You'd first need to add support for the script argument, similar to the run.py script, near the top of the run_video.py script (around line 17/18):
parser.add_argument('--grayscale', dest='grayscale', action='store_true', help='do not apply colorful palette')
This only makes it so the script will 'see' that you're asking for grayscale, you also need to add the code to switch to a grayscale image when this flag is given, which you should be able to do by modifying line 86 to something like:
depth_color = cv2.cvtColor(depth, cv2.COLOR_GRAY2BGR) if args.grayscale else cv2.applyColorMap(depth, cv2.COLORMAP_INFERNO)
@heyoeyo Figured it out eventually that just adding the argument flag wouldn't magically make it work lol.
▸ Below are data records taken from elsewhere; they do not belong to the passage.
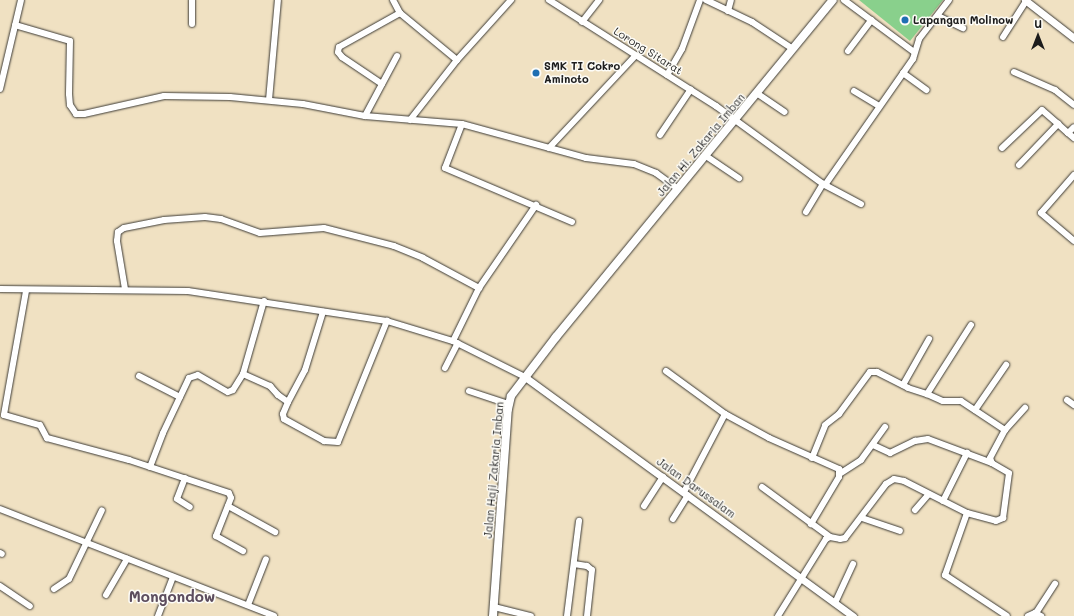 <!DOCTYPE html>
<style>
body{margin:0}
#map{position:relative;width:1074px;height:616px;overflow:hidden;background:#f0e1c2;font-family:Mali,sans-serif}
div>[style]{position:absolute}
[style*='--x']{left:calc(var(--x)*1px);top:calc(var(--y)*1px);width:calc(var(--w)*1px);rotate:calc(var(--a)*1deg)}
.green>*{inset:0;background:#89d08c}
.roads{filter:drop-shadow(0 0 1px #3c3a35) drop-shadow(0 0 1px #3c3a35)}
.minor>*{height:6px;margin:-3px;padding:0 3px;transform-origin:3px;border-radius:3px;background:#fff}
.tertiary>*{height:7px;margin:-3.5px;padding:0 3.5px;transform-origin:3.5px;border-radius:3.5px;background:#fff}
.secondary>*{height:8px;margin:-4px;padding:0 4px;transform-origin:4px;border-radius:4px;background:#fff}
.dots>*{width:11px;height:11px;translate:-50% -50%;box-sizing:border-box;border:2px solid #fdfcf7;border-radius:50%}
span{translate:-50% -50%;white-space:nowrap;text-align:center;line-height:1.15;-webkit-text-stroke:3px #fdfcf7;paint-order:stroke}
.poi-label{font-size:11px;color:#1c1c1c;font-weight:700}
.left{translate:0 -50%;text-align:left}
.street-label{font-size:11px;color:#1c1c1c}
.district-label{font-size:15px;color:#5d4d5e;font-weight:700}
.north{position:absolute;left:1018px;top:16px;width:40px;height:40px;-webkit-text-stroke:3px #fdfcf7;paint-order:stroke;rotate:0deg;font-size:11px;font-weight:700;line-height:16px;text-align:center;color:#1c1c1c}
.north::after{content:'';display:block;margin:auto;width:14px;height:18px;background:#1c1c1c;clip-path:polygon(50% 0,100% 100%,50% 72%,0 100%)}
</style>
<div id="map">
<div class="green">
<i style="clip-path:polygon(859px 0,943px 0,910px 41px)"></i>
</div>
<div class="roads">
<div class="minor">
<i style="--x:393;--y:0;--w:15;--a:62"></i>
<i style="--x:400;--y:13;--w:74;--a:39.5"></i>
<i style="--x:549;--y:0;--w:198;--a:32.4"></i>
<i style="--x:716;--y:106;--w:132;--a:36.1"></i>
<i style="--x:823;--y:184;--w:43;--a:27.8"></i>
<i style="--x:706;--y:0;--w:51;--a:25.6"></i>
<i style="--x:752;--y:22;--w:49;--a:33.4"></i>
<i style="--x:844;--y:0;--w:87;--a:36.6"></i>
<i style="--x:728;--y:11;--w:11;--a:-75"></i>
<i style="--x:938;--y:16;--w:28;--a:26"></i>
<i style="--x:582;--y:22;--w:28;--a:-52"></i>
<i style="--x:192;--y:24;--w:24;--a:-90"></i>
<i style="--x:15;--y:25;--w:57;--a:16.2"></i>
<i style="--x:70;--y:41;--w:53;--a:91.1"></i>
<i style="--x:69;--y:94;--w:11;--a:85"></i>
<i style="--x:70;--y:105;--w:11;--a:56"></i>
<i style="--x:76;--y:114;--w:8;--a:0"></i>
<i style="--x:84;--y:114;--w:82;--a:-12.7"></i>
<i style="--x:164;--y:96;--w:66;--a:0.9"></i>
<i style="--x:230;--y:97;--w:73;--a:5.5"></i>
<i style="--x:303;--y:104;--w:63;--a:11"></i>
<i style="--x:365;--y:116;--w:97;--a:4.7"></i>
<i style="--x:462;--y:124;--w:129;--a:15.3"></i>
<i style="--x:586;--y:158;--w:48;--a:7.1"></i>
<i style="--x:634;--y:164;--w:24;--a:22"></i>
<i style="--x:656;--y:173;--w:27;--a:36"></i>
<i style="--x:1003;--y:37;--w:43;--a:-57.4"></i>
<i style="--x:848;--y:51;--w:39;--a:-53"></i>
<i style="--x:1014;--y:72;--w:45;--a:23.7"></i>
<i style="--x:1055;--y:90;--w:24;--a:38"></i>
<i style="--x:903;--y:73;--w:29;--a:36"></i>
<i style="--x:667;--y:75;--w:30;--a:-60"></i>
<i style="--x:682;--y:49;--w:52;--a:-69.8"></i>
<i style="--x:382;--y:84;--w:48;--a:-146"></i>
<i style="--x:342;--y:57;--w:6;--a:-129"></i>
<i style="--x:338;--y:52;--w:5;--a:-79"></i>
<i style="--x:339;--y:47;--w:70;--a:-29.1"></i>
<i style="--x:0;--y:89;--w:91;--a:-76.7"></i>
<i style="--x:854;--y:91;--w:29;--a:31"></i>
<i style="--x:758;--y:94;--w:32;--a:34"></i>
<i style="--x:269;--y:100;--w:100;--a:-84.9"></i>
<i style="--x:365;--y:116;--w:68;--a:-61.9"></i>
<i style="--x:410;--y:120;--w:76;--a:-51.9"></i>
<i style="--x:457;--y:60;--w:81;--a:-48"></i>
<i style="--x:462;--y:124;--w:47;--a:111.1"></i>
<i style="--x:445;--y:168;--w:138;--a:23"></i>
<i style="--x:1068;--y:133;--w:8;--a:40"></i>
<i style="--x:660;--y:135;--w:55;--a:-56"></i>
<i style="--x:549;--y:148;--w:126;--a:-46.9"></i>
<i style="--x:1002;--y:148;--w:55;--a:-43.5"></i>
<i style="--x:1042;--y:110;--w:21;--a:41"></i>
<i style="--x:706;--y:156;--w:40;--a:34"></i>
<i style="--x:1019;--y:165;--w:57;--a:-46.4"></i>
<i style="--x:1058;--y:124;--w:13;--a:42"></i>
<i style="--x:1068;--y:133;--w:8;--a:-45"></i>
<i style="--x:1074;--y:175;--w:50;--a:131"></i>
<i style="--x:1041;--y:213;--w:43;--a:40.3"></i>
<i style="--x:825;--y:185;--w:154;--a:-55.1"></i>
<i style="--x:913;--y:59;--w:21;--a:-73"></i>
<i style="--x:919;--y:39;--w:49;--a:-52.4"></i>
<i style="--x:806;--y:212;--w:33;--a:-59"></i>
<i style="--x:479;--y:288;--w:101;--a:-55.5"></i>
<i style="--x:0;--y:289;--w:188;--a:0.6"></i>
<i style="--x:188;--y:291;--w:201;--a:8.6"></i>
<i style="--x:387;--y:321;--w:69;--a:16.9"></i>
<i style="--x:453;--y:341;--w:80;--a:26.6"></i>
<i style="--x:125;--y:289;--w:49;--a:-99.5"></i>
<i style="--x:117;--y:241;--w:9;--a:-84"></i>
<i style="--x:118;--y:232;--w:7;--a:-34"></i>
<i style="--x:124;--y:228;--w:41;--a:-11.3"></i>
<i style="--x:164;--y:220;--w:41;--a:-4.2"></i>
<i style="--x:205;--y:217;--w:16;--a:7"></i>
<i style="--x:221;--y:219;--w:41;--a:19.7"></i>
<i style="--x:260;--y:233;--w:64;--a:-4.5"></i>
<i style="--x:324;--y:228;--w:72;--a:14.4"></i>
<i style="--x:394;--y:246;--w:31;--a:22"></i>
<i style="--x:423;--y:258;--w:64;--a:28.2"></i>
<i style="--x:479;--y:288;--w:59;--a:116.1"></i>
<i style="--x:26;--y:291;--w:126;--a:100.1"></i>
<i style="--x:4;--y:415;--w:37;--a:16"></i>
<i style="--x:40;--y:425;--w:15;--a:62"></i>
<i style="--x:47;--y:438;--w:85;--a:15"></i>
<i style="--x:129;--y:460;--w:105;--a:18.3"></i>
<i style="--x:229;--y:493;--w:5;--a:68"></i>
<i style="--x:231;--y:498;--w:41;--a:111.5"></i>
<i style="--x:216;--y:536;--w:31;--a:29"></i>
<i style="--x:971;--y:325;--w:82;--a:122.5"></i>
<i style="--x:927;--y:394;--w:17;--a:24"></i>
<i style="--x:943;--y:401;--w:18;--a:0"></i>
<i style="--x:961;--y:401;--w:53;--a:33.4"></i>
<i style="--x:445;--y:368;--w:28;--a:-63"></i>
<i style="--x:666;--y:371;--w:73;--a:36.1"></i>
<i style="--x:243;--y:374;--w:30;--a:24"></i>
<i style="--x:270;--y:386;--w:12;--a:48"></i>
<i style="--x:278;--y:395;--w:12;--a:35"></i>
<i style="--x:288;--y:402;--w:13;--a:113"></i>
<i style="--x:283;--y:414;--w:5;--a:79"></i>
<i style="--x:284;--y:419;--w:46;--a:28.8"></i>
<i style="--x:324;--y:441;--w:14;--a:4"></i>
<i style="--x:338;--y:442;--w:131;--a:-68"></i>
<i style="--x:139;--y:376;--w:46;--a:27.1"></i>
<i style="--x:903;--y:385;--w:53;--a:-60.5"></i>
<i style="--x:469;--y:391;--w:41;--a:18.4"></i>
<i style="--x:1067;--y:400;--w:9;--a:36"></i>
<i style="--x:288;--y:402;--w:36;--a:-62"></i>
<i style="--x:305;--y:370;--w:61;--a:-72.8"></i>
<i style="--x:975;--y:410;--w:55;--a:-55.4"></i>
<i style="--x:873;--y:445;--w:19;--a:25"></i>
<i style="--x:890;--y:453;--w:28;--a:-26"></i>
<i style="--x:915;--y:441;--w:13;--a:-9"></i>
<i style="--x:928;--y:439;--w:68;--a:20.6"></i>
<i style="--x:812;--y:458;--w:35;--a:-68"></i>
<i style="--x:825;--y:425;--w:18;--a:-38"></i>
<i style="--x:839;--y:414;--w:52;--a:-53.6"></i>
<i style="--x:870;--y:372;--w:7;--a:0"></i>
<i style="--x:877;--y:372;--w:35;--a:27"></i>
<i style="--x:908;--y:388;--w:20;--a:18"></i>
<i style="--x:150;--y:467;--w:36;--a:-69"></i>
<i style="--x:163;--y:433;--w:61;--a:-64.7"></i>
<i style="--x:189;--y:378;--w:9;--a:-18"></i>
<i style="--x:198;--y:375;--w:34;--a:30"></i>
<i style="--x:228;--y:392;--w:5;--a:-22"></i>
<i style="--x:233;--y:390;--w:19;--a:-58"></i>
<i style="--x:243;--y:374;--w:76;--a:-74"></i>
<i style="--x:841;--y:473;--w:24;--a:-33"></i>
<i style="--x:861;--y:460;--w:41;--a:-54"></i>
<i style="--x:185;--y:478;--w:22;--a:111"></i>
<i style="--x:177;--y:499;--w:15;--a:32"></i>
<i style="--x:762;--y:487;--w:84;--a:36.3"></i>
<i style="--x:684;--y:492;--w:88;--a:-62.3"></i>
<i style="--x:725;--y:414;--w:50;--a:28.6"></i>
<i style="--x:769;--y:438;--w:77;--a:23.9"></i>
<i style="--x:839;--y:469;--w:8;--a:90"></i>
<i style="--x:839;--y:477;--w:55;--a:120.8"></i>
<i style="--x:943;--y:501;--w:54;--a:-63.4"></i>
<i style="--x:228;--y:506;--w:54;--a:29"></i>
<i style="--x:644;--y:506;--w:35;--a:-57"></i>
<i style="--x:0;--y:509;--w:294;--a:21.3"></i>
<i style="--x:915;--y:510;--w:21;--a:-49"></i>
<i style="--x:967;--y:513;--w:30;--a:15"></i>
<i style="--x:996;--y:521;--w:8;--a:-23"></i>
<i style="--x:1003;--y:518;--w:45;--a:-82.4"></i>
<i style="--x:1009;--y:473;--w:20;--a:-150"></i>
<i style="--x:992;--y:463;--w:5;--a:-112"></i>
<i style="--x:990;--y:458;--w:32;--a:-62"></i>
<i style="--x:1005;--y:430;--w:30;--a:-48"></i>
<i style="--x:862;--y:518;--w:40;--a:18.9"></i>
<i style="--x:673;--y:519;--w:28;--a:-58"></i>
<i style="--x:0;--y:553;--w:2;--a:27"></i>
<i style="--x:574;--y:564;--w:13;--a:9"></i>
<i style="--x:587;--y:566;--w:6;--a:39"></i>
<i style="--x:592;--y:570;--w:46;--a:96.2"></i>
<i style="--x:0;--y:586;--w:36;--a:34"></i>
<i style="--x:54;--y:589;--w:18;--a:-34"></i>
<i style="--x:69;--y:579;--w:76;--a:-64.4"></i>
<i style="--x:106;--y:595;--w:42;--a:-59.7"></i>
<i style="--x:835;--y:603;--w:43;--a:-65.2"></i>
<i style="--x:248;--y:605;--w:49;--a:-68.6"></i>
<i style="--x:494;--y:607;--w:38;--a:14"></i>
<i style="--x:1036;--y:613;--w:35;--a:-57"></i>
<i style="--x:158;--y:616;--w:42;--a:-69"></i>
<i style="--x:567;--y:616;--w:96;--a:-82.8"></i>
<i style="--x:778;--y:616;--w:91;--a:-58.1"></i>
<i style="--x:826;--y:539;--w:4;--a:-27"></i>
<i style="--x:830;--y:537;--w:10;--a:11"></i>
<i style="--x:840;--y:539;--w:5;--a:-11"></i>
<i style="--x:845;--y:538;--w:68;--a:-52.8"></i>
<i style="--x:886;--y:484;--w:9;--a:-32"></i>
<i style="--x:894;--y:479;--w:10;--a:11"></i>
<i style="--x:904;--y:481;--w:71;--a:26.9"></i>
<i style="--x:967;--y:513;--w:66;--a:109.5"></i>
<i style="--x:945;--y:575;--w:74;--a:33.5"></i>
<i style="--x:1028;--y:616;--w:8;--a:-23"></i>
<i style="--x:1035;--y:613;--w:7;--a:27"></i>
</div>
<div class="tertiary">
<i style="--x:1025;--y:0;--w:62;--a:37.8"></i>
<i style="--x:525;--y:377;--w:406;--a:36.1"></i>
</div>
<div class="secondary">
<i style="--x:493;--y:616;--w:208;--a:-85.9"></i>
<i style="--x:508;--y:409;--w:13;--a:-77"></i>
<i style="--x:511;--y:396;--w:74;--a:-52.7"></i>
<i style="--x:556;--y:337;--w:436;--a:-50.6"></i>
</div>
</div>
<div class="dots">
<i style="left:905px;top:20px;background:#1f6fb2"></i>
<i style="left:536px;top:73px;background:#1f6fb2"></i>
</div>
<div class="poi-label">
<span class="left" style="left:913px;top:20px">Lapangan Molinow</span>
<span class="left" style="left:544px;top:73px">SMK TI Cokro<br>Aminoto</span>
</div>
<div class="street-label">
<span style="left:648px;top:51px;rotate:32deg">Lorong Sitarat</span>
<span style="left:701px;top:145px;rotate:-50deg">Jalan Hi. Zakaria Imban</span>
<span style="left:494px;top:470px;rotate:-85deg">Jalan Haji Zakaria Imban</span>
<span style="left:696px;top:488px;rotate:36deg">Jalan Darussalam</span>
</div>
<div class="district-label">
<span style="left:172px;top:597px">Mongondow</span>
</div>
<div class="north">U</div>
</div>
I used what was in run.py as its grayscale code to change the run_video.py colorization:
file_path = '/content/Depth-Anything/run_video.py'
with open(file_path, 'r') as file:
content = file.read()
modified_content = content.replace('depth_color = cv2.applyColorMap(depth, cv2.COLORMAP_INFERNO)', 'depth_color = np.repeat(depth[..., np.newaxis], 3, axis=-1)')
with open(file_path, 'w') as file:
file.write(modified_content)
I put that into my Colab and it worked perfectly. I'm not sure if yours works too, but I guess it's best to keep it consistent between run.py and run_video.py. Thanks though! Slowly learning how all this stuff works.